With GPU + FPGA acceleration, 64-bit price comparison may reach 10-50ms. This enables basic order matching at low frequency (e.g. once per second). Requires: FHE comparison circuits optimized for prices, threshold decryption for match results.
Dependent on FPGA/ASIC timeline
FHE-MEV (Blind Arbitrage)
If GPU FHE reaches 100ms for 128-ビット操作, ブラインドアービトラージ becomes competitive for slow-moving opportunities. Latency-sensitive sandwiching remains out of reach. Likely deployed first on alt-L1s with longer block times.
Optimistic: 2026-2028
Long-Term (5-10+ years): Breakthrough Required
Real-Time FHE AMM / Full FHE Smart Contracts
Requires ~1ms latency for full DeFi operations. Current best: ~5-10 seconds for 128-bit comparison. Gap: 5,000-10,000x. Required improvements:
Hardware: Dedicated ASIC achieving ~1,000x over CPU (~10ms for 128-bit compare)
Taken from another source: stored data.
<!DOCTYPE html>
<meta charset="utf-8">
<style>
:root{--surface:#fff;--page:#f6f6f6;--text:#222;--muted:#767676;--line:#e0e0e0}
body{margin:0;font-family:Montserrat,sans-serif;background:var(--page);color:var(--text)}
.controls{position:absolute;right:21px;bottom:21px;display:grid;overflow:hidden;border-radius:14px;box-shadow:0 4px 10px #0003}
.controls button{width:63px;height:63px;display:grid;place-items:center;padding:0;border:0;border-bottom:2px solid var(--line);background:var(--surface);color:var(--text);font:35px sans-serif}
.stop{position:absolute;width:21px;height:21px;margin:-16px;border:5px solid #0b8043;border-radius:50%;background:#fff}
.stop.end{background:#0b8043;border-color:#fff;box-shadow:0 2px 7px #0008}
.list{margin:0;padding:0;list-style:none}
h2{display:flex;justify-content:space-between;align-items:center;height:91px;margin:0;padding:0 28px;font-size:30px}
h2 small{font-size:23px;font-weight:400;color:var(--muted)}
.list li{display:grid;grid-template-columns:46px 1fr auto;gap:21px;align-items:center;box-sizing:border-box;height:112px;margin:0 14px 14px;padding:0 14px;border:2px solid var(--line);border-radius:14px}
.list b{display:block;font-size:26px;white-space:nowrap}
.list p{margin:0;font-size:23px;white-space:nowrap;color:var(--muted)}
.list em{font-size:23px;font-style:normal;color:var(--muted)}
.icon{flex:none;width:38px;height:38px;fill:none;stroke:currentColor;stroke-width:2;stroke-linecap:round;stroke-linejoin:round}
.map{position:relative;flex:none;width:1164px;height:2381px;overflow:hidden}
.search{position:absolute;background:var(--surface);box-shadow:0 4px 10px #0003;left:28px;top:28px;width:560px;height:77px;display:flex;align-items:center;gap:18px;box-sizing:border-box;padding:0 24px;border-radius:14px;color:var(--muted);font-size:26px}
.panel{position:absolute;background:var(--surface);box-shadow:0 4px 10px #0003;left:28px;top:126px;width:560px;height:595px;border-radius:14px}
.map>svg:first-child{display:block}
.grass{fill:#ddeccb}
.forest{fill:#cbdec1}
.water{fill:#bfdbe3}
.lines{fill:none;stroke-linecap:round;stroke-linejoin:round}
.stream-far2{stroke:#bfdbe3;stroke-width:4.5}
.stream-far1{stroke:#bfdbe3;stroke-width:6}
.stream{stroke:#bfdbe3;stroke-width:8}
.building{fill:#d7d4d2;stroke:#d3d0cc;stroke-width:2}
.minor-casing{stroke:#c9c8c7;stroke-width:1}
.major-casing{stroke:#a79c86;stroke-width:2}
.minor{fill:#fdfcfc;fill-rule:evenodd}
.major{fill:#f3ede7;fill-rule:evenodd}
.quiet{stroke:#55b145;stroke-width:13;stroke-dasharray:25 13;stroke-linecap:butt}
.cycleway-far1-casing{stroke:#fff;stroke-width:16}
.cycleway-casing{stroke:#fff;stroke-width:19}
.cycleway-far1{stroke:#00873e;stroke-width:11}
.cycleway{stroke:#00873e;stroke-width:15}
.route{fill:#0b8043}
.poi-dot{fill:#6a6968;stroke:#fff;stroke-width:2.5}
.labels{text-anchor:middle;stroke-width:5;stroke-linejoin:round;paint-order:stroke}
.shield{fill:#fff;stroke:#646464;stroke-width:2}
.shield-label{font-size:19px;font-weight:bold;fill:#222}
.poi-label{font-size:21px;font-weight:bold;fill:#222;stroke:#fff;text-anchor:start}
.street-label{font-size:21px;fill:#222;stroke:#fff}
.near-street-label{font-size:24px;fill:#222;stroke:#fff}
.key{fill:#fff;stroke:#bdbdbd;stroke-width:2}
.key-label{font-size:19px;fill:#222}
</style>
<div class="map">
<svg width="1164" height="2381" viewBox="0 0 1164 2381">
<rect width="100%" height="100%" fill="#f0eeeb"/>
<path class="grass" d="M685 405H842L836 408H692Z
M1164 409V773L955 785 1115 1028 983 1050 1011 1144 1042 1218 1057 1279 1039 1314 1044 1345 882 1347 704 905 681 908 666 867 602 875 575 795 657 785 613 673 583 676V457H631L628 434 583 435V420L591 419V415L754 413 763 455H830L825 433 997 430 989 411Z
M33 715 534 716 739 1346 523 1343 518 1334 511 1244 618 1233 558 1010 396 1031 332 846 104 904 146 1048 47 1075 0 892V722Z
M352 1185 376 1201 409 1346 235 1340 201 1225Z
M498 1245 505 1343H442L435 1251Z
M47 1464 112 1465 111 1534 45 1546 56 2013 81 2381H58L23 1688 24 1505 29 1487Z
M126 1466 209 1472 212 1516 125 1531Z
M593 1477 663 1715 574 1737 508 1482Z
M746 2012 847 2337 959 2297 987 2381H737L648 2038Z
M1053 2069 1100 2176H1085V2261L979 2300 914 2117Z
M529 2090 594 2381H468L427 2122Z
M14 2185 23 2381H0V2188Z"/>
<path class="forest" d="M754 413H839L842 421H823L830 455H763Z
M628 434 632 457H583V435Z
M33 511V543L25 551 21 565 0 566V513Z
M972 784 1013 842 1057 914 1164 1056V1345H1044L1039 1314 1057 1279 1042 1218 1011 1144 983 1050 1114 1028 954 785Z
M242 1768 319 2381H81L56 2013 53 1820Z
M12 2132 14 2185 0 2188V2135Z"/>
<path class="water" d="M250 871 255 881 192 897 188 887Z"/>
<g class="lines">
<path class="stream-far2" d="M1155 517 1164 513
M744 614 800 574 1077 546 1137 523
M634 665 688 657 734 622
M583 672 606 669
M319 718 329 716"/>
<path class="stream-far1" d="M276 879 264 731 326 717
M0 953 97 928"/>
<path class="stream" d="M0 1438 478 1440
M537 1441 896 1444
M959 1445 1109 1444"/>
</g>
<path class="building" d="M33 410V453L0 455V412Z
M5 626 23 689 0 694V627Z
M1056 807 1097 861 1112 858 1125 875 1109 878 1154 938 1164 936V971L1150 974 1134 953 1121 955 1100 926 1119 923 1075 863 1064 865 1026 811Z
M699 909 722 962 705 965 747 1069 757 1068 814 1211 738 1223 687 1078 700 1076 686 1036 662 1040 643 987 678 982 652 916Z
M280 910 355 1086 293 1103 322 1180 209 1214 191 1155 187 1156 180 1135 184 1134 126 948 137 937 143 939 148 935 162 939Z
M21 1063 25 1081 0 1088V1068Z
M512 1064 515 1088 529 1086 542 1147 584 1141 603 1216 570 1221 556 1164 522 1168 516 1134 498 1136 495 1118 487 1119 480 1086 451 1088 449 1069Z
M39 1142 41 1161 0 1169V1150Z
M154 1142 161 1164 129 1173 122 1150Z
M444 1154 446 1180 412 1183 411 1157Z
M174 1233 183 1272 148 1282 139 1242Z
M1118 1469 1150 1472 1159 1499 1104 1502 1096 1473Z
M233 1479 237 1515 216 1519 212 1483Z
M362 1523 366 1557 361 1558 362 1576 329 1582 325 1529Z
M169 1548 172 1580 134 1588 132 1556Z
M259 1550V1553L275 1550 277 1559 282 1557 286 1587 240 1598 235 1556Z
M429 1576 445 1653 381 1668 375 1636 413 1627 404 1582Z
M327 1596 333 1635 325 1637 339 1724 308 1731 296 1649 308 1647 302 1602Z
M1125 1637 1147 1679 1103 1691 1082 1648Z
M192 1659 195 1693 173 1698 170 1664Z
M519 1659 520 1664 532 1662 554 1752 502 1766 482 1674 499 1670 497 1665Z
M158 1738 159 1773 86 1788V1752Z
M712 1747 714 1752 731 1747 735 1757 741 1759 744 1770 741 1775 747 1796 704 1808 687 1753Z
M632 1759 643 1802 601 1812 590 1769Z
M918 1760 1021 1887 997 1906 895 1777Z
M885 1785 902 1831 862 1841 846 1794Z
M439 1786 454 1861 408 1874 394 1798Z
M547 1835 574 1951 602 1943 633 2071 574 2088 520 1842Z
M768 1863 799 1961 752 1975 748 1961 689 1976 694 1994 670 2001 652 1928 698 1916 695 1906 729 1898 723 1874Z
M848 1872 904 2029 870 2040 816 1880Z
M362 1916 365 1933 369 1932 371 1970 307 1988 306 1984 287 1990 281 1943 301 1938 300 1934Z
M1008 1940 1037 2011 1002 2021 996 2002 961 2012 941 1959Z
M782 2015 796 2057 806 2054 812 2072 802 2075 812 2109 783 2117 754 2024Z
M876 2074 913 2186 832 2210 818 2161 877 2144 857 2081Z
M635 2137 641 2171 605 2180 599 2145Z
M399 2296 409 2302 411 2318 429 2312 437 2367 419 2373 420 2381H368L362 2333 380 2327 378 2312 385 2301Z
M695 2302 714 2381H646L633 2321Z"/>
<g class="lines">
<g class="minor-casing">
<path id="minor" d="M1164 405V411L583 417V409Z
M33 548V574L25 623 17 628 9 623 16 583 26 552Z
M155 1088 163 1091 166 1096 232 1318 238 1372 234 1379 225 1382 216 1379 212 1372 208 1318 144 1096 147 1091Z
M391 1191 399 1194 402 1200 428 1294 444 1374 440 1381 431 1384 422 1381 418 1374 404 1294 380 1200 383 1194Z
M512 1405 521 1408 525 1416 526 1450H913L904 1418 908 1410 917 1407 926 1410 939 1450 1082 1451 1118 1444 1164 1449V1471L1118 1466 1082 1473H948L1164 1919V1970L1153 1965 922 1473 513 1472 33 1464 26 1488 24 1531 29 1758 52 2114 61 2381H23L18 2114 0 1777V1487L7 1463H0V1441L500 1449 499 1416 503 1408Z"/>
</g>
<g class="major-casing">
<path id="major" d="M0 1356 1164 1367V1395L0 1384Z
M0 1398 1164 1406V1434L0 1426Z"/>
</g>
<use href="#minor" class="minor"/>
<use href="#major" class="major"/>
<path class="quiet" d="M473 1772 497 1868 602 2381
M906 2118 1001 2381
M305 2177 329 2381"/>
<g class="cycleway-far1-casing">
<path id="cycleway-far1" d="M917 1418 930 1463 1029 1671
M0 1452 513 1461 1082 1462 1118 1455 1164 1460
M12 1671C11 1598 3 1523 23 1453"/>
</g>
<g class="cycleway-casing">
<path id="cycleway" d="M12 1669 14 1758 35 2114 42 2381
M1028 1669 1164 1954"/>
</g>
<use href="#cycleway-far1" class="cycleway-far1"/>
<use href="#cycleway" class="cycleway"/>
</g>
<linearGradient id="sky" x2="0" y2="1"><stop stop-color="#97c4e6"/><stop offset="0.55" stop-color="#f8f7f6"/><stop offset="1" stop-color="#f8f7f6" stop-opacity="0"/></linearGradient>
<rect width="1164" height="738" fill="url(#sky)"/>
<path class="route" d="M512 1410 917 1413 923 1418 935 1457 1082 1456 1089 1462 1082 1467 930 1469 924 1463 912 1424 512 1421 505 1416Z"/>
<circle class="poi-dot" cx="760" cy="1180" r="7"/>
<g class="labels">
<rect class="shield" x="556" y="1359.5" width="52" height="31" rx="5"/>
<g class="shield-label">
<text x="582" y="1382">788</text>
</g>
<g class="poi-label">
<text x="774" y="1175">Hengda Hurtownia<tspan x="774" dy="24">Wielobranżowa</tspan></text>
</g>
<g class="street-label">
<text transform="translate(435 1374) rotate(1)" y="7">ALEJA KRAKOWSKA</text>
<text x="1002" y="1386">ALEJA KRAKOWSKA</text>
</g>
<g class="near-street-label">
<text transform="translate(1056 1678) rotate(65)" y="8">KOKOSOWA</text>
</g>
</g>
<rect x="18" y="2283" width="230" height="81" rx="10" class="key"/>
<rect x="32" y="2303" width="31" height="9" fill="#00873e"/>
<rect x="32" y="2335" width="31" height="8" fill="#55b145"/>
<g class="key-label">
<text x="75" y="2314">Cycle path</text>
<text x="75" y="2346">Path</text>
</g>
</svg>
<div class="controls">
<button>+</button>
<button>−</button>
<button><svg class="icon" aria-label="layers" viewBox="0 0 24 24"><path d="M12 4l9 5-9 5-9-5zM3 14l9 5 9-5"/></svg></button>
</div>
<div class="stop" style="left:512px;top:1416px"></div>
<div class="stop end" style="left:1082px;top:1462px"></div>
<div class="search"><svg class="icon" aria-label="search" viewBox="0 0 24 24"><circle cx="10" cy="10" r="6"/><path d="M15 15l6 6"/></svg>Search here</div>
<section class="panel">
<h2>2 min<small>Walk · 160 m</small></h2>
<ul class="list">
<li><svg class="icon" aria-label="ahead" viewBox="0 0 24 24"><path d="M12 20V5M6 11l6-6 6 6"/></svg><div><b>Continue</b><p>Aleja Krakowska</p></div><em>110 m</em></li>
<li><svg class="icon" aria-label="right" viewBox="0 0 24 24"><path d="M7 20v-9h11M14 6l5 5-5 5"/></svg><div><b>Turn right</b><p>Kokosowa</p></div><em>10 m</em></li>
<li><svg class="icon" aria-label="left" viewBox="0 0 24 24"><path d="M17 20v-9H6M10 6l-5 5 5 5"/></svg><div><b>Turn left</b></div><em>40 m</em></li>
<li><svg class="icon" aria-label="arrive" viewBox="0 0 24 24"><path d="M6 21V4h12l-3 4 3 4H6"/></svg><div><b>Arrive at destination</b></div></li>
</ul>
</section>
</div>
Algorithmic: Novel FHE schemes with 10x fewer gate operations
Bottom line: FHE is the most powerful privacy primitive theoretically, but the farthest from DeFi practicality.
MPC (Renegade, Prime Match) and ZKP (Aztec, privacy pools) solve the near-term problem.
FHE's DeFi moment is likely 2028+ for simple applications, 2030+ for real-time — barring hardware breakthroughs.
Watch: Zama fhEVM mainnet, ASIC announcements, threshold FHE schemes.